Zamanla okullarda herkese zorunlu okuttuğumuz birçok dersin sadece ilgi duyan ve o alana yeteneği olan kişilere vermemiz gerektiğini, herkese bu dersleri okutmanın zaman, emek, para ve insan israfından başka bir şey olmadığını anlayacağız.
Sabahtan akşama kadar dersler anlatmanın çok da önemli olmadığı, çocukların ve gençlerin gerçek hayatın içinde daha çok şey öğrendiğini fark edeceğiz. Dijital eğitim desteği ile birlikte usta-çırak ilişkisi bağlamında işyerlerinde verilecek uygulamalı eğitimlerin, okullardaki eğitimlerden çok etkili ve öğretici olduğunu deneyimleyeceğiz.
Geleceğin eğitimde artık okullar değil, dersler, hocalar ve dijital ortamdaki eğitim materyalleri önemli olacaktır. Bu nedenle sanal okullar kurulacak. Öğrenci ilgi ve yeteneğine göre seçtiği dersleri, seçtiği hocalardan internet üzerinden rahatça alabilecek. Yeni teknolojilerle öğrenci ve hoca üç boyutlu görüntüleriyle eğitim –aynı ortamdaymış hissiyle- yapabilecek. Öğrenci ülkedeki veya dünyadaki bütün hocalardan ders alma imkânına sahip olacak. Bütün uygulama alanları öncelikle simülasyon teknikleriyle bilgisayar ortamında oluşturulacak. Uygulama robotları ve akıllı otomasyon sistemleriyle birçok uygulama gerçeklik algısı içinde yapılabilecek.

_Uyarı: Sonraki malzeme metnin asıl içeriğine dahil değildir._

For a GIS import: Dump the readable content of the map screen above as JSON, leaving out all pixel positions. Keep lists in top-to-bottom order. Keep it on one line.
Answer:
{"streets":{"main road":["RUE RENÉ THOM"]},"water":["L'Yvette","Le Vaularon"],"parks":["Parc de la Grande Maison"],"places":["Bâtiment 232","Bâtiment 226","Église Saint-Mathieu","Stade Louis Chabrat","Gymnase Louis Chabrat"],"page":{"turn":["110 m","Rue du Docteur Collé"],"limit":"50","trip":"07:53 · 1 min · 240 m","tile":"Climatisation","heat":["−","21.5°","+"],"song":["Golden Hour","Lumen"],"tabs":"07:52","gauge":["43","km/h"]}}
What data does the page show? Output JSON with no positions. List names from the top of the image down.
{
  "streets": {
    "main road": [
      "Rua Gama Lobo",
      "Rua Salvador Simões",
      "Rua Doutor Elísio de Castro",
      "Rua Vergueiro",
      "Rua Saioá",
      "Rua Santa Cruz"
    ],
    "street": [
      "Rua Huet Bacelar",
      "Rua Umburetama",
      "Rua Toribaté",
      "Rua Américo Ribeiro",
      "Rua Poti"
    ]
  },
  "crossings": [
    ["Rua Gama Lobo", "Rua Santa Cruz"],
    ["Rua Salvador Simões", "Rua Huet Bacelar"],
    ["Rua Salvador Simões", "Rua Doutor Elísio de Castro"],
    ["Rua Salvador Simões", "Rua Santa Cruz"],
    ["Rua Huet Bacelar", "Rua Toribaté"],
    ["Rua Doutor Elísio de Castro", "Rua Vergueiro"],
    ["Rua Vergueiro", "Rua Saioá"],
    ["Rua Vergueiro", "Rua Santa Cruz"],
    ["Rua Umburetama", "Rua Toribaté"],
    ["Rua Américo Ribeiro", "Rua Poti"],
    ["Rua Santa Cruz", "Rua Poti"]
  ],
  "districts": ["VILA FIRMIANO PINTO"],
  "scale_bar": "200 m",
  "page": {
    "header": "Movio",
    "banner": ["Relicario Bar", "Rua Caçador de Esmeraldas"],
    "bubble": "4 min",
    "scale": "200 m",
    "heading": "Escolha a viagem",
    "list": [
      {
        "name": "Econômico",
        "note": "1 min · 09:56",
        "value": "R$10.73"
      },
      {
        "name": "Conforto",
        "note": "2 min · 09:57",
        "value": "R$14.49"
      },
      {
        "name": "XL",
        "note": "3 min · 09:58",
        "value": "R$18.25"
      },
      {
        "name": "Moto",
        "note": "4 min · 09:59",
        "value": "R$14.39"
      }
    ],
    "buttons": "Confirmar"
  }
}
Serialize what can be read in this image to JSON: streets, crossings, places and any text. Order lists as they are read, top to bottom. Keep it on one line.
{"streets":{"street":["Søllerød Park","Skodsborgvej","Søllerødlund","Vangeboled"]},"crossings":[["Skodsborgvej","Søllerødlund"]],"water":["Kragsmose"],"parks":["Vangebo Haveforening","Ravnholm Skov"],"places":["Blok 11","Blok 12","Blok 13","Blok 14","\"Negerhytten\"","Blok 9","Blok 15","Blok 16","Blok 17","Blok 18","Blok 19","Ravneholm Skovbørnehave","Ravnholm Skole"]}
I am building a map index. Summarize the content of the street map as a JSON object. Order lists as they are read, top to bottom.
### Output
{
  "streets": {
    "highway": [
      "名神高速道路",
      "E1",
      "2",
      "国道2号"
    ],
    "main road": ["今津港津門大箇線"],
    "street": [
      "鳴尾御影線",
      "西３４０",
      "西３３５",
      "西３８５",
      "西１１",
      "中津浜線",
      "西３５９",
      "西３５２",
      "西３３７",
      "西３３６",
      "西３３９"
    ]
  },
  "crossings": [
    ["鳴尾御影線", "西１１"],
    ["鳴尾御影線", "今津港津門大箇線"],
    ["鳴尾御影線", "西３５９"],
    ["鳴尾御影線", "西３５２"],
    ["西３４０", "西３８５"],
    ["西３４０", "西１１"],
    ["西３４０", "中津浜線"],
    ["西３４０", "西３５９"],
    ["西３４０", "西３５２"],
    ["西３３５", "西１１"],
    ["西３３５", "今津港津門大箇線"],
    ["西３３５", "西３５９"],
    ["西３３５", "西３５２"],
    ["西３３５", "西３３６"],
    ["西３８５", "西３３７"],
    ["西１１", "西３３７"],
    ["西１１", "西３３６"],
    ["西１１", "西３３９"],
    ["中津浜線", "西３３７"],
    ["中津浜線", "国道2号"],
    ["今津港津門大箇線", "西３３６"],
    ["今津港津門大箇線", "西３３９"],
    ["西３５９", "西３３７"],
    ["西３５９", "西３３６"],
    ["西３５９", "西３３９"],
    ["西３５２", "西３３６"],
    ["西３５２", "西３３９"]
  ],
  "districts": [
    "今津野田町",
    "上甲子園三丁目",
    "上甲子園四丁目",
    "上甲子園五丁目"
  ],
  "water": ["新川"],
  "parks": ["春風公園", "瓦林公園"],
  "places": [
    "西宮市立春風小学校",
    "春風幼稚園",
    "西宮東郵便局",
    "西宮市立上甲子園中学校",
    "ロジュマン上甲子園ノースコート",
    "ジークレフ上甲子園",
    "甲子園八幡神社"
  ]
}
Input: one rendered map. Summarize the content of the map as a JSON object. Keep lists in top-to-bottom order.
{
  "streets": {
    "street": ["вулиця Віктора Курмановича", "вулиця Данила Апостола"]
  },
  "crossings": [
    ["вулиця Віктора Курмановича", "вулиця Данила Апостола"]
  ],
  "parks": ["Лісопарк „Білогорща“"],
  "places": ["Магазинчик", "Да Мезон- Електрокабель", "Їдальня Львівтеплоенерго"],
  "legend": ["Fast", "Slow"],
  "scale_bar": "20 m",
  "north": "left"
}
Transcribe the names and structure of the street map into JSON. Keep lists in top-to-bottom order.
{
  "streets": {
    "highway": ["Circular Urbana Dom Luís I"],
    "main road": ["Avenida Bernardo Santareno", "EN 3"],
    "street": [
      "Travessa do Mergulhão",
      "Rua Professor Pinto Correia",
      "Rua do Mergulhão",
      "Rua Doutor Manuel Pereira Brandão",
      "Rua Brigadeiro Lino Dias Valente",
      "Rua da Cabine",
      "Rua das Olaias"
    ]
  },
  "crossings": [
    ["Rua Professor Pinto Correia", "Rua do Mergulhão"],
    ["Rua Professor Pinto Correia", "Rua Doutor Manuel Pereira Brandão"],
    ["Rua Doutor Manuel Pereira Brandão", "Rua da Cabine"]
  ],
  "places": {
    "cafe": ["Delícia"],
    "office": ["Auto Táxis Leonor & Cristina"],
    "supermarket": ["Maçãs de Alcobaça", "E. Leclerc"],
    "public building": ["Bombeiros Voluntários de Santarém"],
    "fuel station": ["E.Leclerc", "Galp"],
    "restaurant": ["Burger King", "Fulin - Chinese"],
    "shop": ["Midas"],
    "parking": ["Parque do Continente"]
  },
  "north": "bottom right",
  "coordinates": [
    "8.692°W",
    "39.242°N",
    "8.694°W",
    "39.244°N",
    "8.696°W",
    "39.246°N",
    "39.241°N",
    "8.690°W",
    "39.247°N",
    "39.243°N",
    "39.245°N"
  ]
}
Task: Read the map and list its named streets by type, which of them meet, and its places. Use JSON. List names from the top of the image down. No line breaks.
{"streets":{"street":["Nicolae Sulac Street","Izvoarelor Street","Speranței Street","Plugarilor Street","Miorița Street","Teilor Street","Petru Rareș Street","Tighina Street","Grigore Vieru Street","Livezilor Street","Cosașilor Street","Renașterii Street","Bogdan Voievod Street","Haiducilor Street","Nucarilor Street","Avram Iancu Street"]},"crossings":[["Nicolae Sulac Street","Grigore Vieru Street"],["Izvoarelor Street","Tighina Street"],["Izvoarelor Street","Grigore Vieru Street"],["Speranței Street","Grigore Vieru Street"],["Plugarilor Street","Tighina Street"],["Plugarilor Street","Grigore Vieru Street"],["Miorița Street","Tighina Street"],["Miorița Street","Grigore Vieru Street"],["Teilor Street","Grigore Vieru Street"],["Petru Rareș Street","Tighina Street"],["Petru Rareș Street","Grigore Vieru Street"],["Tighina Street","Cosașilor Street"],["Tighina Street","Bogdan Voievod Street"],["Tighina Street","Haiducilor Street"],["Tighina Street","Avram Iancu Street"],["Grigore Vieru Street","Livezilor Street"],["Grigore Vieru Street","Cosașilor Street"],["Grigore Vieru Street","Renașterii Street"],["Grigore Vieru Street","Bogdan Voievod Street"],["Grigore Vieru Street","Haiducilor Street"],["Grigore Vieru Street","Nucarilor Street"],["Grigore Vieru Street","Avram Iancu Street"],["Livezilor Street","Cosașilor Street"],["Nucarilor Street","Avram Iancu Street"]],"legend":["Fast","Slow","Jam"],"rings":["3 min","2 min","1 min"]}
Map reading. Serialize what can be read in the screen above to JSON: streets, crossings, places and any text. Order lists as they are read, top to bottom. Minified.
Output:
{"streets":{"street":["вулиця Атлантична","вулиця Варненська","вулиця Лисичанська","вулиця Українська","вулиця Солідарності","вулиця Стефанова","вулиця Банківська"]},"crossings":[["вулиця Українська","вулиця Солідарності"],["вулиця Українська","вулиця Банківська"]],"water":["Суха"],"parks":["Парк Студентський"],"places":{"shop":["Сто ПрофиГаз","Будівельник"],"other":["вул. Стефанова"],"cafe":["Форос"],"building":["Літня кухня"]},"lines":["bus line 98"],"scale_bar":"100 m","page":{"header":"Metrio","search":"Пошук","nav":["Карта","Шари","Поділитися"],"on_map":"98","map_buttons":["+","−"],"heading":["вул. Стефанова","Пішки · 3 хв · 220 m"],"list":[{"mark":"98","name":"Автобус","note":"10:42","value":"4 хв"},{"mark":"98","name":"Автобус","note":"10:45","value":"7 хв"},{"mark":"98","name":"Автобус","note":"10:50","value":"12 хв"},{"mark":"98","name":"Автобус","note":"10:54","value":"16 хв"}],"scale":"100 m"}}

Artık modern dönemdeki ideolojik gerekçelerle düştüğümüz yanlışlardan sıyrılmalıyız. Geleceğin eğitim sisteminin evrildiği yönde öncü ve tasarımcılar arasına girmeliyiz. Eğitim alanının politika yapıcıları ve karar vericileri bugün pandemi şartlarında eğitimi yürütme çabalarında kaybolmamalıdır. Stratejik bir şekilde, güçlü bir irade ve ekiple geleceğin eğitim sisteminin etik, teknik ve yasal alt yapısını üretmelidir.